Whatever the records say, set them down exactly.

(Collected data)
>>>>>

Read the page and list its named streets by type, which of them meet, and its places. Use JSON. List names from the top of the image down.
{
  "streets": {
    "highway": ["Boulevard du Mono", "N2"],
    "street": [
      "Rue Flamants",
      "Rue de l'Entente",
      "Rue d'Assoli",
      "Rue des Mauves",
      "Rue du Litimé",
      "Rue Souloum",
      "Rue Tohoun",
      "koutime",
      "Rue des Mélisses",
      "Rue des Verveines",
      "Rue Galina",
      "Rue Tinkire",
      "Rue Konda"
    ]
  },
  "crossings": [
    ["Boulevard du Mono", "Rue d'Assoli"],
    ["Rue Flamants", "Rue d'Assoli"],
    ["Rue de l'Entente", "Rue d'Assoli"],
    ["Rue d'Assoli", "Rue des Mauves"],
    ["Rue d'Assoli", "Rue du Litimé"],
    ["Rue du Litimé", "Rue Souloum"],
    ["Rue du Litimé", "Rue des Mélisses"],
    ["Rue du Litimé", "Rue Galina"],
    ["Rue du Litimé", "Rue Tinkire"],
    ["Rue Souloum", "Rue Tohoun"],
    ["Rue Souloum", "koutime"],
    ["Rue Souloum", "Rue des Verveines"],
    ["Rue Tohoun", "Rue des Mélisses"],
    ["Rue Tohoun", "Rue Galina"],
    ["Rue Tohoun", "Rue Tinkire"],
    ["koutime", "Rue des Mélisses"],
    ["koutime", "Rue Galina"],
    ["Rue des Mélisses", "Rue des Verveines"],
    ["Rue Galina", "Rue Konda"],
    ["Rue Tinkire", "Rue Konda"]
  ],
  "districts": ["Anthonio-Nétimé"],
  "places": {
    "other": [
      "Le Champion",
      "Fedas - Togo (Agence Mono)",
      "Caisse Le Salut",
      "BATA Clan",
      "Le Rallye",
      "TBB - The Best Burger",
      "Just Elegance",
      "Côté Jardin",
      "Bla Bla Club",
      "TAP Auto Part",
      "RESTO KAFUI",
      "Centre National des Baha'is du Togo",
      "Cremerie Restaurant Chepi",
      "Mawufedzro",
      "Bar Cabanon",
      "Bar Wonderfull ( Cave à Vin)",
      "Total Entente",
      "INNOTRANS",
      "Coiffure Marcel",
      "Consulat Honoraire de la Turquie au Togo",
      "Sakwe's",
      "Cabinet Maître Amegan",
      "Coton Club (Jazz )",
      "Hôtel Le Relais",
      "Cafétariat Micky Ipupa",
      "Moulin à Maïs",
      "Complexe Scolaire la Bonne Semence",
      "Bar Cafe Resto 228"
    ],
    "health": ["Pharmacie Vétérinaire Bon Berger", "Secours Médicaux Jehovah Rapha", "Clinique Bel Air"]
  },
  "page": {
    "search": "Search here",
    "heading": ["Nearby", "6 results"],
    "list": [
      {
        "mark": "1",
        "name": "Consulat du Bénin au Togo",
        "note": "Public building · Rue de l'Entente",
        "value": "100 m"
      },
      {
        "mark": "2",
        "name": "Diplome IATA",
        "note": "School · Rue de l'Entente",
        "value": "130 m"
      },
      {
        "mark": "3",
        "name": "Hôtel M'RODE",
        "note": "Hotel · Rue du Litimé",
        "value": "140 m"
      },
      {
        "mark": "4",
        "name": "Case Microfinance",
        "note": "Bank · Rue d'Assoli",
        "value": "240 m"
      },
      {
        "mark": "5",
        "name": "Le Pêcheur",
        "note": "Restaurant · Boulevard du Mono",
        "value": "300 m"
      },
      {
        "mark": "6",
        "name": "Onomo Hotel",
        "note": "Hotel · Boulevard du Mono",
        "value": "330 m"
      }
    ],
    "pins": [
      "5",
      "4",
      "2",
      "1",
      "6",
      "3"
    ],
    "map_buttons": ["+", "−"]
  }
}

<<<<<

### RESULT
Read the page and list its named streets by type, which of them meet, and its places. Use JSON. List names from the top of the image down.
{
  "streets": {
    "highway": ["Boulevard du Mono", "N2"],
    "street": [
      "Rue Flamants",
      "Rue de l'Entente",
      "Rue d'Assoli",
      "Rue des Mauves",
      "Rue du Litimé",
      "Rue Souloum",
      "Rue Tohoun",
      "koutime",
      "Rue des Mélisses",
      "Rue des Verveines",
      "Rue Galina",
      "Rue Tinkire",
      "Rue Konda"
    ]
  },
  "crossings": [
    ["Boulevard du Mono", "Rue d'Assoli"],
    ["Rue Flamants", "Rue d'Assoli"],
    ["Rue de l'Entente", "Rue d'Assoli"],
    ["Rue d'Assoli", "Rue des Mauves"],
    ["Rue d'Assoli", "Rue du Litimé"],
    ["Rue du Litimé", "Rue Souloum"],
    ["Rue du Litimé", "Rue des Mélisses"],
    ["Rue du Litimé", "Rue Galina"],
    ["Rue du Litimé", "Rue Tinkire"],
    ["Rue Souloum", "Rue Tohoun"],
    ["Rue Souloum", "koutime"],
    ["Rue Souloum", "Rue des Verveines"],
    ["Rue Tohoun", "Rue des Mélisses"],
    ["Rue Tohoun", "Rue Galina"],
    ["Rue Tohoun", "Rue Tinkire"],
    ["koutime", "Rue des Mélisses"],
    ["koutime", "Rue Galina"],
    ["Rue des Mélisses", "Rue des Verveines"],
    ["Rue Galina", "Rue Konda"],
    ["Rue Tinkire", "Rue Konda"]
  ],
  "districts": ["Anthonio-Nétimé"],
  "places": {
    "other": [
      "Le Champion",
      "Fedas - Togo (Agence Mono)",
      "Caisse Le Salut",
      "BATA Clan",
      "Le Rallye",
      "TBB - The Best Burger",
      "Just Elegance",
      "Côté Jardin",
      "Bla Bla Club",
      "TAP Auto Part",
      "RESTO KAFUI",
      "Centre National des Baha'is du Togo",
      "Cremerie Restaurant Chepi",
      "Mawufedzro",
      "Bar Cabanon",
      "Bar Wonderfull ( Cave à Vin)",
      "Total Entente",
      "INNOTRANS",
      "Coiffure Marcel",
      "Consulat Honoraire de la Turquie au Togo",
      "Sakwe's",
      "Cabinet Maître Amegan",
      "Coton Club (Jazz )",
      "Hôtel Le Relais",
      "Cafétariat Micky Ipupa",
      "Moulin à Maïs",
      "Complexe Scolaire la Bonne Semence",
      "Bar Cafe Resto 228"
    ],
    "health": ["Pharmacie Vétérinaire Bon Berger", "Secours Médicaux Jehovah Rapha", "Clinique Bel Air"]
  },
  "page": {
    "search": "Search here",
    "heading": ["Nearby", "6 results"],
    "list": [
      {
        "mark": "1",
        "name": "Consulat du Bénin au Togo",
        "note": "Public building · Rue de l'Entente",
        "value": "100 m"
      },
      {
        "mark": "2",
        "name": "Diplome IATA",
        "note": "School · Rue de l'Entente",
        "value": "130 m"
      },
      {
        "mark": "3",
        "name": "Hôtel M'RODE",
        "note": "Hotel · Rue du Litimé",
        "value": "140 m"
      },
      {
        "mark": "4",
        "name": "Case Microfinance",
        "note": "Bank · Rue d'Assoli",
        "value": "240 m"
      },
      {
        "mark": "5",
        "name": "Le Pêcheur",
        "note": "Restaurant · Boulevard du Mono",
        "value": "300 m"
      },
      {
        "mark": "6",
        "name": "Onomo Hotel",
        "note": "Hotel · Boulevard du Mono",
        "value": "330 m"
      }
    ],
    "pins": [
      "5",
      "4",
      "2",
      "1",
      "6",
      "3"
    ],
    "map_buttons": ["+", "−"]
  }
}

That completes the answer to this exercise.